Liquid milk processor Freshways has responded to soaring input costs by increasing its farmgate milk price by a minimum of three pence per litre from the start of next year.

The supplier’s MD Bali Nijjar said the price rise to at least 33ppl was “in recognition of escalating farm costs of production” and could rise even higher, further to ongoing discussions with its customers.

While admitting “getting these increases through,” particularly with the company’s larger customers, “wasn’t easy”, Nijjar said they were now required due to increasingly challenging trading conditions.

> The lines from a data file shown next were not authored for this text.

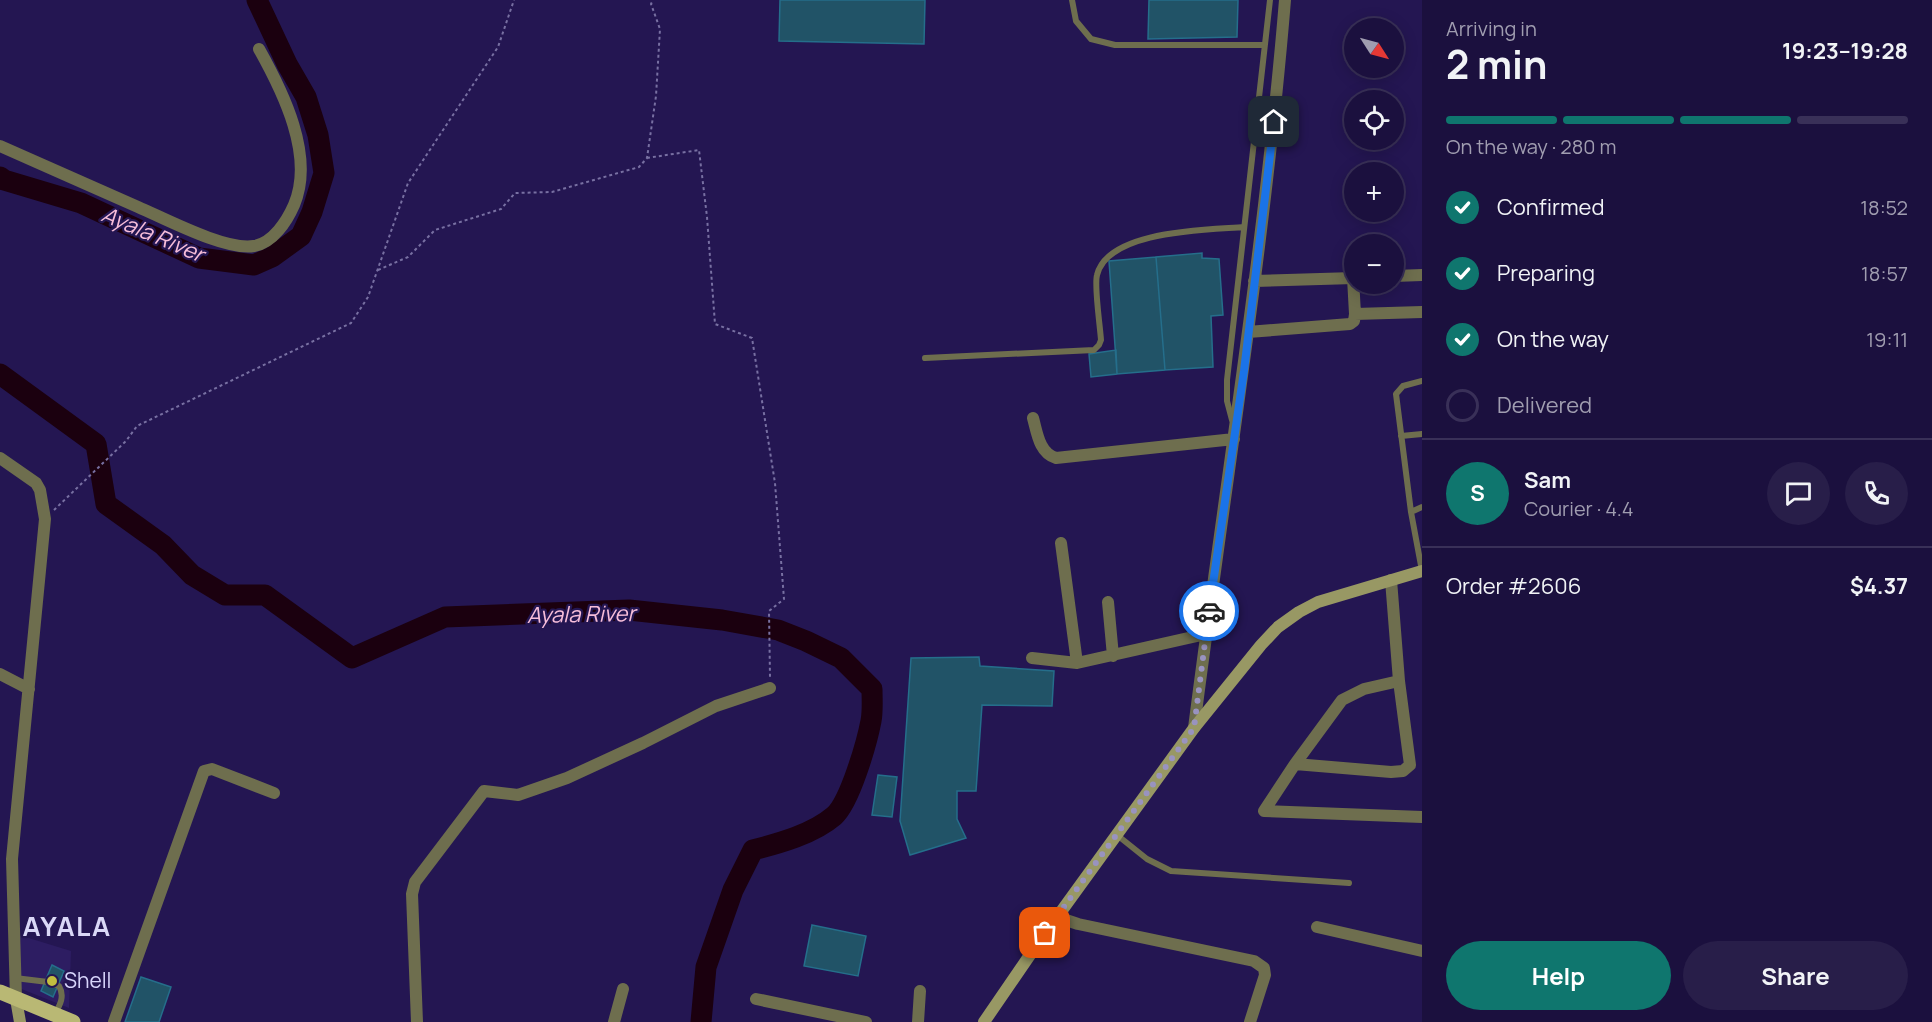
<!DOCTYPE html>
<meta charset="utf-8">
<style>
:root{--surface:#1b103e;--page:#281e49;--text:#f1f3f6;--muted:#a09db0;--line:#393058;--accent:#0f766e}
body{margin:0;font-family:Manrope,sans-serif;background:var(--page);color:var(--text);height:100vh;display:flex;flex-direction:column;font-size:22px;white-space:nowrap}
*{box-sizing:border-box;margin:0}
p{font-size:20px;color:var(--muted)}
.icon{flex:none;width:33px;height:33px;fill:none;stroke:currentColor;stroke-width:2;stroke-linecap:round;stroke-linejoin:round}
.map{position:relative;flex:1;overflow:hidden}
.side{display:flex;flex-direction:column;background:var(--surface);width:510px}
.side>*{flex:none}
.needle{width:39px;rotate:126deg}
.fabs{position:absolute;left:1344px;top:18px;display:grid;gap:12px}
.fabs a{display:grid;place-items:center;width:60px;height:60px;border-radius:50%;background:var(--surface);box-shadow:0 3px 15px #0003,0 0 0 2px var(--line);font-size:30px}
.pin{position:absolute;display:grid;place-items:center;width:51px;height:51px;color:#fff;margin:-26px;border-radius:12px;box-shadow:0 3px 9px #0006}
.courier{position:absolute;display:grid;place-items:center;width:60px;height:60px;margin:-30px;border:4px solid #1a73e8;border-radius:50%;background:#fff;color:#222;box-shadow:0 2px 8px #0007}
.headline em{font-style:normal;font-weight:700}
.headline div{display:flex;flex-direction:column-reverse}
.headline{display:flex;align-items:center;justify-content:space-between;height:102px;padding:0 24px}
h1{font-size:39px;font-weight:700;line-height:45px}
.bar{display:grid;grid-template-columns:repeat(4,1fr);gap:9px 6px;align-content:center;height:72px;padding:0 24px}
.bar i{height:8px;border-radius:4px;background:var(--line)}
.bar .active{background:var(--accent)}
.bar p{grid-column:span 4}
.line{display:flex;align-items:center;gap:15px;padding:0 24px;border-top:2px solid var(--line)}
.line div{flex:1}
.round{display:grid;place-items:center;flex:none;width:63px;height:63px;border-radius:32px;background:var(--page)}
ol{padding:0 24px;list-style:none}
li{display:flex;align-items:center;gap:18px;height:66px}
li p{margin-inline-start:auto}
li .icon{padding:6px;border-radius:50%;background:var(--accent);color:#fff;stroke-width:4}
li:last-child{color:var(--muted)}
li i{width:33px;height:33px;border:3px solid var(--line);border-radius:50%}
.cta{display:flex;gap:12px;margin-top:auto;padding:12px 24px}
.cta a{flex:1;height:69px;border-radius:36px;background:var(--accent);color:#fff;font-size:24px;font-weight:700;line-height:69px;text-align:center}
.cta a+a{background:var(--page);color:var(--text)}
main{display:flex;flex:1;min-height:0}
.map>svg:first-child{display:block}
.built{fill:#2d1d62}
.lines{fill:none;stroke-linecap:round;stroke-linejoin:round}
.river{stroke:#1b000f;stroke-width:21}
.building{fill:#215367;stroke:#256e8b;stroke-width:1.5}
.path{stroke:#7870a2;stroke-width:2;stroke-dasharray:3 3;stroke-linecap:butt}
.lane{stroke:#6e6e4e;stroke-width:6}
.street{stroke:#6e6e4e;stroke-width:12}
.secondary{stroke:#989864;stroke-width:12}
.primary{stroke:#b9b874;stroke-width:15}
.done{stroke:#9993c0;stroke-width:6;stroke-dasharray:0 10.8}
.route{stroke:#1a73e8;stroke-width:8}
.poi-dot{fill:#c1be40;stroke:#241652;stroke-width:2}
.labels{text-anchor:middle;stroke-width:4.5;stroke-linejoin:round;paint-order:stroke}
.poi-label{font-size:21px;fill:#d8d6fc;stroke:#241652;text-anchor:start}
.water-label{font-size:22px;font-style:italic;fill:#f6bdd9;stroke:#241652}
.district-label{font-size:27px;font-weight:bold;letter-spacing:1.5px;fill:#dad8f7;stroke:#241652}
</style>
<main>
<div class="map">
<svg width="1422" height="1022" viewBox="0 0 1422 1022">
<rect width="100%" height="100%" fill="#241652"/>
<path class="built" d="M 19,935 L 71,951 L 69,1008 L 19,988 Z"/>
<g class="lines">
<path class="river" d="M 0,177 L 4,180 L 81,203 L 199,258 L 254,265 L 272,257 L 301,236 L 312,212 L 324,173 L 318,135 L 306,97 L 287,64 L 257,0
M 0,374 L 96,444 L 106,504 L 163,545 L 192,575 L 225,595 L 265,595 L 352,658 L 445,617 L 629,610 L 722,620 L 778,630 L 806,641 L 841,658 L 872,689 C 872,699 873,711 871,721 C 867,742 850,802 834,816 C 813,834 780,843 753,850 L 733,890 L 706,967 L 701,1022"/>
</g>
<path class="building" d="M 780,0 L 925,0 L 924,44 L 779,41 Z
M 1149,0 L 1238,0 L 1237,37 L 1148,39 Z
M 1202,253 L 1202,258 L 1219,259 L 1223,315 L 1211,316 L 1213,367 L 1165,370 L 1156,257 Z
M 1156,257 L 1165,370 L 1117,374 L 1109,261 Z
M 1116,350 L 1117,374 L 1091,377 L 1089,354 Z
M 979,657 L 980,666 L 1054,671 L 1052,706 L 982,705 L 976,791 L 957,791 L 957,819 L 966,838 L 910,855 L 900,821 L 911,658 Z
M 878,775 L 897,777 L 892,817 L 872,815 Z
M 812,925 L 866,936 L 858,976 L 804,966 Z
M 52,965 L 64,971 L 53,997 L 41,991 Z
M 141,977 L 171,987 L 159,1022 L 125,1022 Z"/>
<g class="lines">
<path class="path" d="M 647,158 L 699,150 L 707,217 L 715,324 L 752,338 L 775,483 L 784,599 L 769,611 L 770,677
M 378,270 L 408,257 L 435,230 L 501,209 L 515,193 L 552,192 L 639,167 L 647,158 L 656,96 L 660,29 L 651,4 L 653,0
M 54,510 L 126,441 L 137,426 L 351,323 L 368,297 L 408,183 L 498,47 L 514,0"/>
<path class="lane" d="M 1072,0 L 1076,21 L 1091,39 L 1115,45 L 1264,45
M 925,358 L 1094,350 L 1099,345 L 1101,340 C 1100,325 1094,286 1097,275 C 1108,230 1207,230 1244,227
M 1232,420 L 1227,401 L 1227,380 L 1270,0
M 1401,436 L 1422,434
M 1411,512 L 1422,507
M 1422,571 L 1411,512 L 1396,394 L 1403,386 L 1422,381
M 1117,835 L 1147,859 L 1171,871 L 1349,883
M 15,978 L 48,982 L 59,986 C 65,996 60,1005 55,1014"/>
<path class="street" d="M 0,146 C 46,166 92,187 138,207 C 166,219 226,251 254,246 C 273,243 287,221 294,205 C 315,156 283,92 259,49
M 1394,276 L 1422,275
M 1254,281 L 1354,278
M 1355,314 L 1422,312
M 1248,332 L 1350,324 L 1354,321 L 1355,314 L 1353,278
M 1033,418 C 1037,432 1039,453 1056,458 L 1234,439
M 0,458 L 36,483 L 40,490 L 45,519 L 12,859 L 16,999
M 1061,543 L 1077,663
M 1108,602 L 1113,656
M 1032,658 L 1077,663 L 1206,634
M 0,674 L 29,689
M 1194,728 C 1225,485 1265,244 1285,0
M 1295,764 L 1391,772 L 1403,771 L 1410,765 L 1399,681 L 1391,580
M 1264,811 L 1295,764 L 1342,700 L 1364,689 L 1399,681
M 1264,811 L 1422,817
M 1057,917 L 1078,924 L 1254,961 L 1264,968 L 1265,975 L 1250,1022
M 1317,927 L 1422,951
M 756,999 L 866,1022
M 114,1022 L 204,771 L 212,769 L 274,793
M 417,1022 L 412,894 L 415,882 L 484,791 L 518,795 L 567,778 L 643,743 L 716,706 L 770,688
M 614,1022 L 623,989
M 918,1022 L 920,991"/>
<path class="secondary" d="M 16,999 L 20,1022
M 984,1022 L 1034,949 L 1194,728 L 1261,645 L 1278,627 L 1299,612 L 1318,602 L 1422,571"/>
<path class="primary" d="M 0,992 L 73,1022"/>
</g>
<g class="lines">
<path class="done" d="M 1045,933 L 1194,728 L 1209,611"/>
<path class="route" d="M 1209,611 L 1244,371 L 1274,122"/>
</g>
<circle class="poi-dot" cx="52" cy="981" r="6"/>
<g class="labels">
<g class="poi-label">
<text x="64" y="988">Shell</text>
</g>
<g class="water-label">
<text transform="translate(153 234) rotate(23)" y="8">Ayala River</text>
<text transform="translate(581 614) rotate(-1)" y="8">Ayala River</text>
</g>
<g class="district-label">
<text x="67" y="936">AYALA</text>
</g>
</g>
</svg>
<div class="fabs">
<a><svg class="needle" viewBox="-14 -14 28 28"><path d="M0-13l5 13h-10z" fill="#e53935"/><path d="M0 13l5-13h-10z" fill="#a09db0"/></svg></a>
<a><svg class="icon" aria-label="locate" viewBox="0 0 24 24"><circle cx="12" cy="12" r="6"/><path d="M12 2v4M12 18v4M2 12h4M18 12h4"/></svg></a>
<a>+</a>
<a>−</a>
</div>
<div class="pin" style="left:1045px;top:933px;background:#ea580c"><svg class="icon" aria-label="bag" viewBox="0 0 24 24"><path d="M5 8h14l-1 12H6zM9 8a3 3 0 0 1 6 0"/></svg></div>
<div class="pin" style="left:1274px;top:122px;background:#1f2937"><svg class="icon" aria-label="home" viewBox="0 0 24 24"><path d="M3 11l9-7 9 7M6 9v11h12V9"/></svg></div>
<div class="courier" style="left:1209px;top:611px"><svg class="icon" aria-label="car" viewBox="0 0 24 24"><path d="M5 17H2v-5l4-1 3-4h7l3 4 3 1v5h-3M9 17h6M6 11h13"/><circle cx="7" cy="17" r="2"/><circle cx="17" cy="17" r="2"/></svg></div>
</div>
<section class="side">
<div class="headline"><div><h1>2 min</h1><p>Arriving in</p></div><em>19:23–19:28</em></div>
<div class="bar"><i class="active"></i><i class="active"></i><i class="active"></i><i></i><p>On the way · 280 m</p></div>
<ol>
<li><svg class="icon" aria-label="check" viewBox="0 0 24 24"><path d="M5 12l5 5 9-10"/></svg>Confirmed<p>18:52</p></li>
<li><svg class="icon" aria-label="check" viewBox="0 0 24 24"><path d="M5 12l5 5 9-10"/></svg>Preparing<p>18:57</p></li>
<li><svg class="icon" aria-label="check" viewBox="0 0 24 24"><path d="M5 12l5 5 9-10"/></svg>On the way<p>19:11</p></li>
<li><i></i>Delivered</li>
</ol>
<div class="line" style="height:108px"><b class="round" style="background:var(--accent);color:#fff">S</b><div><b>Sam</b><p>Courier · 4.4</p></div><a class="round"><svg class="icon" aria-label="chat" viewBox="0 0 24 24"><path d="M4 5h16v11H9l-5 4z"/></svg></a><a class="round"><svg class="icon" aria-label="phone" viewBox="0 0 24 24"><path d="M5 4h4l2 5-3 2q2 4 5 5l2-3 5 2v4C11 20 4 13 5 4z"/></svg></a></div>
<div class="line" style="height:78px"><div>Order #2606</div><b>$4.37</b></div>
<div class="cta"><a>Help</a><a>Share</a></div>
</section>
</main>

Freshways completed its merger with rival Medina Dairy in July, with the two companies due to integrate by the end of the year, subject to CMA approval.

Its planned price rises come as average farmgate milk prices across the dairy sector hit their highest levels since November 2018 in August, according to the most recent data available from AHDB. Its GB all milk price of 31.37ppl was also the third highest in more than six years.

Given the subsequent price increases since August, the average highs of 32/33ppl seen in 2014 could be breached over the coming months, with AHDB predicting a potential 2ppl price increase by January against September levels.

However, its lead analyst for dairy, Patty Clayton, stressed increases “would be dependent on the ability of processors to negotiate higher selling prices”.

Dairy faces ‘reset’ as rocketing input costs drive up prices

It follows warnings by agricultural consultancy Kite, first reported by The Grocer a fortnight ago, that milk prices needed to rise due to inflationary pressures, with those who resisted at risk of losing out to buoyant export markets.

“The strong feeling in the market is that this will not continue – processors will simply stop supply,” said Kite director John Allen. “This introduces an interesting dynamic to the market, particularly at a time when supplies are being interrupted due to lorry driver availability and covid, as well as more complex trading with the EU.”

Those inflationary pressures were laid bare in feed supplier AF’s most recent Aginflation Index, published last month, which revealed the cost of farming inputs had risen by almost 22% between September 2020 and September 2021.

Five out of AF’s nine input classes saw double digit inflation with fuel and fertiliser seeing unprecedented increases of 79.9% and 51.2% respectively. Agricultural inflation continued “to race ahead and there has already been a further 50% increase on fertiliser prices since the end of this reporting period”, AF reported.